**Required work:** All that is required is the number of lines in this listing that hold "compass".

**Records shown:**
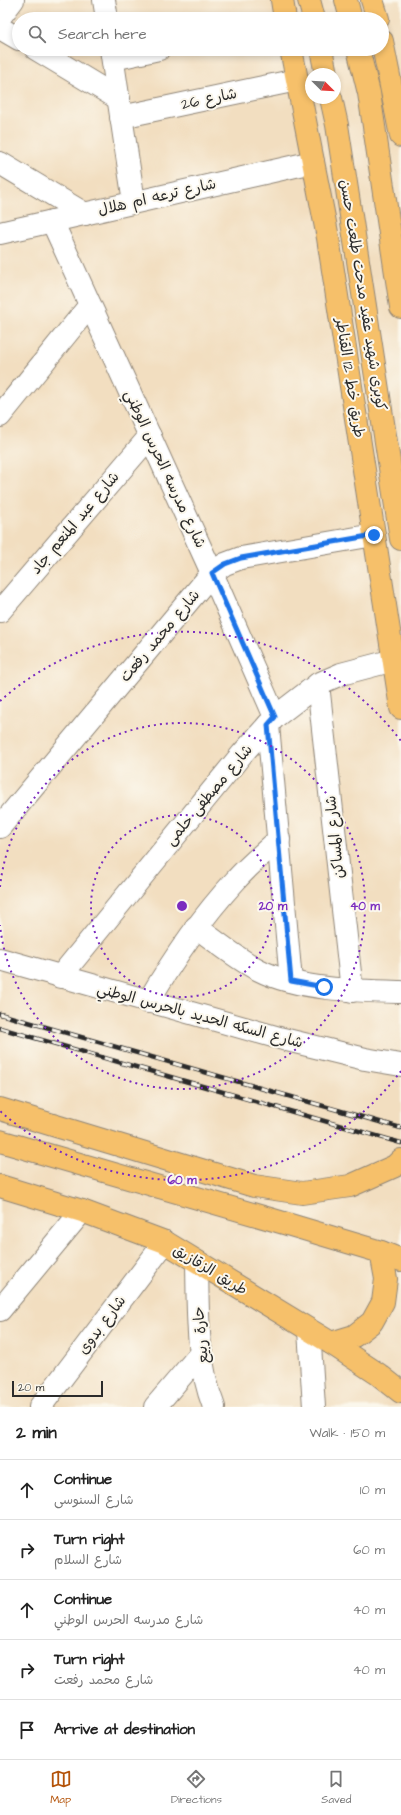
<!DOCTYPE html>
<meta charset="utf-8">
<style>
:root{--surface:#fff;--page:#f2f2f2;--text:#222;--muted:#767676;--line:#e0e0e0;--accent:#b45309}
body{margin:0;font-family:"Architects Daughter","Playpen Sans Arabic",sans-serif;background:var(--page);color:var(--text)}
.compass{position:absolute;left:305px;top:68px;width:36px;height:36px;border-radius:50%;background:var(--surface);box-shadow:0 2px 6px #0003;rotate:114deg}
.scale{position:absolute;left:12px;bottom:10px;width:91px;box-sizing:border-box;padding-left:4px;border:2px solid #2b2b2b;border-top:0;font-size:11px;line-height:14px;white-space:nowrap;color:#2b2b2b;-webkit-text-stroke:3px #fbf7ec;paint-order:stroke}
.stop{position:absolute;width:12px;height:12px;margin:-9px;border:3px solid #1a73e8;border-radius:50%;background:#fff}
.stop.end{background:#1a73e8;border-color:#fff;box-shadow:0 1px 4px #0008}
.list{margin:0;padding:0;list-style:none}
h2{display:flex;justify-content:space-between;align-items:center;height:52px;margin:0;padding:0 16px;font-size:17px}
h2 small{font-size:13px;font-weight:400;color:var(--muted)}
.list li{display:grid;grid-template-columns:26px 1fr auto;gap:12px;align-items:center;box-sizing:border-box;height:60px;padding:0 16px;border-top:1px solid var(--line)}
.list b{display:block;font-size:15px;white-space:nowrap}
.list p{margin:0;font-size:13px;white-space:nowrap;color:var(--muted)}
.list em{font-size:13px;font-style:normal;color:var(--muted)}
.icon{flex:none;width:22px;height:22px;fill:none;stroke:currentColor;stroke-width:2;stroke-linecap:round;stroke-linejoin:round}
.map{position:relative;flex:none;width:401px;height:1407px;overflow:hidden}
.search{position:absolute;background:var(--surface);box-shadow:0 2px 6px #0003;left:12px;right:12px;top:12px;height:44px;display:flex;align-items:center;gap:10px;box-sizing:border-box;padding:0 14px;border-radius:22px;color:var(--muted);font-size:15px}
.sheet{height:352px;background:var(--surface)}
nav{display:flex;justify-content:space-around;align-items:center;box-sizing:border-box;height:56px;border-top:1px solid var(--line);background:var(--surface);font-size:11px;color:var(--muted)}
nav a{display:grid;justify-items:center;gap:2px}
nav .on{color:var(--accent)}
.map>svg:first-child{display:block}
</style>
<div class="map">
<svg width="401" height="1407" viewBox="0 0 401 1407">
<rect width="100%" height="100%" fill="#fbf7ec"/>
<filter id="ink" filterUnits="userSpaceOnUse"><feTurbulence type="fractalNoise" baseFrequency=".025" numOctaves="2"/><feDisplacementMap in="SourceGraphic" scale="8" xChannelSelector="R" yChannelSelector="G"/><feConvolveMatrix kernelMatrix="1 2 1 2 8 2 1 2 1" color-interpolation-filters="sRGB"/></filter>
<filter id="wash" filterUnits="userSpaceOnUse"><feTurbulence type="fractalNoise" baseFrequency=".012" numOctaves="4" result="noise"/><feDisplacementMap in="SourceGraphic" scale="16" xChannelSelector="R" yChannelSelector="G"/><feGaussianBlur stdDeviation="0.9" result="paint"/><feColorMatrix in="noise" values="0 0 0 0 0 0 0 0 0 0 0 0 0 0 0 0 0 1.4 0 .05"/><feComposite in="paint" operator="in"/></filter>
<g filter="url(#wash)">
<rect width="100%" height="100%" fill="#f2dec0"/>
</g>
<g filter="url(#ink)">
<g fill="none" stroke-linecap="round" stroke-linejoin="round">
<defs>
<g id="minor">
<polyline points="104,0 107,19"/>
<polyline points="0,17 13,0"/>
<polyline points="0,28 19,39"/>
<polyline points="36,49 119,99"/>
<polyline points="111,49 134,202"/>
<polyline points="113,59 159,49"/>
<polyline points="121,117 297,80"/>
<polyline points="0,163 85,214"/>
<polyline points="52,221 212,573 275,717"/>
<polyline points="0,233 313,162"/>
<polyline points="0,416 90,305"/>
<polyline points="0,611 150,436"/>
<polyline points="318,684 352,991"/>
<polyline points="268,725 291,981"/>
<polyline points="0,827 212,573 225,564 241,558 374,535"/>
<path d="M196,927C217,942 237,959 259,970C298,990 358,991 401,992"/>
<polyline points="0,959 283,1039 365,1059 401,1065"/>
<polyline points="60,977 242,754 275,717 318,684 341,674 394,660"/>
<path d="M148,1002C173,959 201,918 235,881C248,866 264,853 279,839"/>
<path d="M197,1262C198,1310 196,1361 214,1407"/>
<polyline points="0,1310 82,1211"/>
<polyline points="309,1330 314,1407"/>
<polyline points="40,1407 165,1242"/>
<polyline points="155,1407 201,1353"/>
</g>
<g id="major">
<polyline points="282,0 285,19"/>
<polyline points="309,0 314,19"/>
<polyline points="346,0 351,19"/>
<polyline points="372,0 378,19"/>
<polyline points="382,41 401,136"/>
<polyline points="291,49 328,238 401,708"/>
<polyline points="321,49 326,74"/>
<polyline points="358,49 369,93 401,307"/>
<polyline points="331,98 337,125 401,539"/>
<polyline points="0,1109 254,1186 302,1193 350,1186 395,1166 401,1160"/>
<polyline points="0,1141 277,1221 381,1252 401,1260"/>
<polyline points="0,1186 82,1211 165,1242 331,1343 378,1374 401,1392"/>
<polyline points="331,1343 354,1336 372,1322 383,1302 386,1279 381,1252"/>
</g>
</defs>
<!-- minor casing -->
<use href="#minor" stroke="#8e8476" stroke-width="24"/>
<!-- major casing -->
<use href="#major" stroke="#8e8476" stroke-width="24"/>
<!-- minor -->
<use href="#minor" stroke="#fff" stroke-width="22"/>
<!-- major -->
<use href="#major" stroke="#f6c06b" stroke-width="22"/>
<defs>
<g id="rail">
<polyline points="0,1014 401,1128"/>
<polyline points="0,1028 401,1143"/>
</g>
</defs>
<!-- rail casing -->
<use href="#rail" stroke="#2b2b2b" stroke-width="4.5"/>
<!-- rail -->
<use href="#rail" stroke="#fbf7ec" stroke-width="3" stroke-dasharray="9" stroke-linecap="butt"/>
</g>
</g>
<g fill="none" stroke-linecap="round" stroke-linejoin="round" filter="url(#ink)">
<!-- route -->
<polyline stroke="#1a73e8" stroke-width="5" points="324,987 291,981 268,725 275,717 212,573 225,564 241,558 374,535"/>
</g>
<!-- distance rings -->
<g fill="none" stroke="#7b2cbf" stroke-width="2" stroke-dasharray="2 4">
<circle cx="182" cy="906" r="91"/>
<path d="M0 887A183 183 0 1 1 0 925"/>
<path d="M401 1071A274 274 0 0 1 0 1111M0 701A274 274 0 0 1 401 741"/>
</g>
<g text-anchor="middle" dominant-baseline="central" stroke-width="4" stroke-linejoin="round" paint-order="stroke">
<!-- street labels -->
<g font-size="15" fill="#2b2b2b" stroke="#fbf7ec">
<text transform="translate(209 99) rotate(-12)">شارع 26</text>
<text transform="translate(157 197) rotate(-13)">شارع ترعه ام هلال</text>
<text transform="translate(363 295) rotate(81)">كوبرى شهيد عقيد مدحت طلعت حسن</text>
<text transform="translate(350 378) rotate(81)">طريق خط 12 القناطر</text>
<text transform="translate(165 469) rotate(65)">شارع مدرسه الحرس الوطني</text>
<text transform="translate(75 523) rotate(-50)">شارع عبد المنعم جاد</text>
<text transform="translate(160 636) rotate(-50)">شارع محمد رفعت</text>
<text transform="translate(209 795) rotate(-50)">شارع مصطفى حلمى</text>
<text transform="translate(335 837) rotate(-96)">شارع المساكن</text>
<text transform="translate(200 1016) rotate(15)">شارع السكه الحديد بالحرس الوطني</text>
<text transform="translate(210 1270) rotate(31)">طريق الزقازيق</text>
<text transform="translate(102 1325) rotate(-53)">شارع بدوى</text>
<text transform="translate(201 1335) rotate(-95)">حارة ربيع</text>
</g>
</g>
<circle cx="182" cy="906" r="6" fill="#7b2cbf" stroke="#fbf7ec" stroke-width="2"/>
<g font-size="12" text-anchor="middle" font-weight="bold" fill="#7b2cbf" stroke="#fbf7ec" stroke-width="4" stroke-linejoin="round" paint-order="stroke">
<text x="273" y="910">20 m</text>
<text x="365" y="910">40 m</text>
<text x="182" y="1184">60 m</text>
</g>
</svg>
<svg class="compass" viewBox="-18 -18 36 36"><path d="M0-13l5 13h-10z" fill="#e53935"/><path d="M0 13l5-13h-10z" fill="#767676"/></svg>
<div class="scale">20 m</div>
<div class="stop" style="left:324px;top:987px"></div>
<div class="stop end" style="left:374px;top:535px"></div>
<div class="search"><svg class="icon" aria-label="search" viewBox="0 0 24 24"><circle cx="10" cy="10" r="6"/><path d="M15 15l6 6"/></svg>Search here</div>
</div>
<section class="sheet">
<h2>2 min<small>Walk · 150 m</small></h2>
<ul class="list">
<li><svg class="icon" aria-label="ahead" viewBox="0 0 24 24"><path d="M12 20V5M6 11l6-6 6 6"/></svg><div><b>Continue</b><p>شارع السنوسى</p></div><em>10 m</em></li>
<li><svg class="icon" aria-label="right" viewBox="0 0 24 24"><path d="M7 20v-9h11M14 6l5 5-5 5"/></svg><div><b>Turn right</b><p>شارع السلام</p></div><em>60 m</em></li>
<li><svg class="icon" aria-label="ahead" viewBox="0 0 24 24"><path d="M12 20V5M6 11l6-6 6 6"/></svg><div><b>Continue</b><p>شارع مدرسه الحرس الوطني</p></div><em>40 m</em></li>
<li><svg class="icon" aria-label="right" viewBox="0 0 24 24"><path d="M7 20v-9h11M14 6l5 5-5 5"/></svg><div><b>Turn right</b><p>شارع محمد رفعت</p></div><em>40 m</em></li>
<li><svg class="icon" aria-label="arrive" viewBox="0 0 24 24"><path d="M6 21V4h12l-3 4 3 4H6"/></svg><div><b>Arrive at destination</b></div></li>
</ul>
</section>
<nav>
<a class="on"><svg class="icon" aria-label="map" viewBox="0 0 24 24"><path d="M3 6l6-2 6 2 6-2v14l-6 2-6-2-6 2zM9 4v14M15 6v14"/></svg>Map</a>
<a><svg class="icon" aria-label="directions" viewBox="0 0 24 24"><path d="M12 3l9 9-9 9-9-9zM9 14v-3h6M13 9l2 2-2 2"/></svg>Directions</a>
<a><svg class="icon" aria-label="saved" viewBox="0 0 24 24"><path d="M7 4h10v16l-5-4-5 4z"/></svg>Saved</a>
</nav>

**Answer section:** 2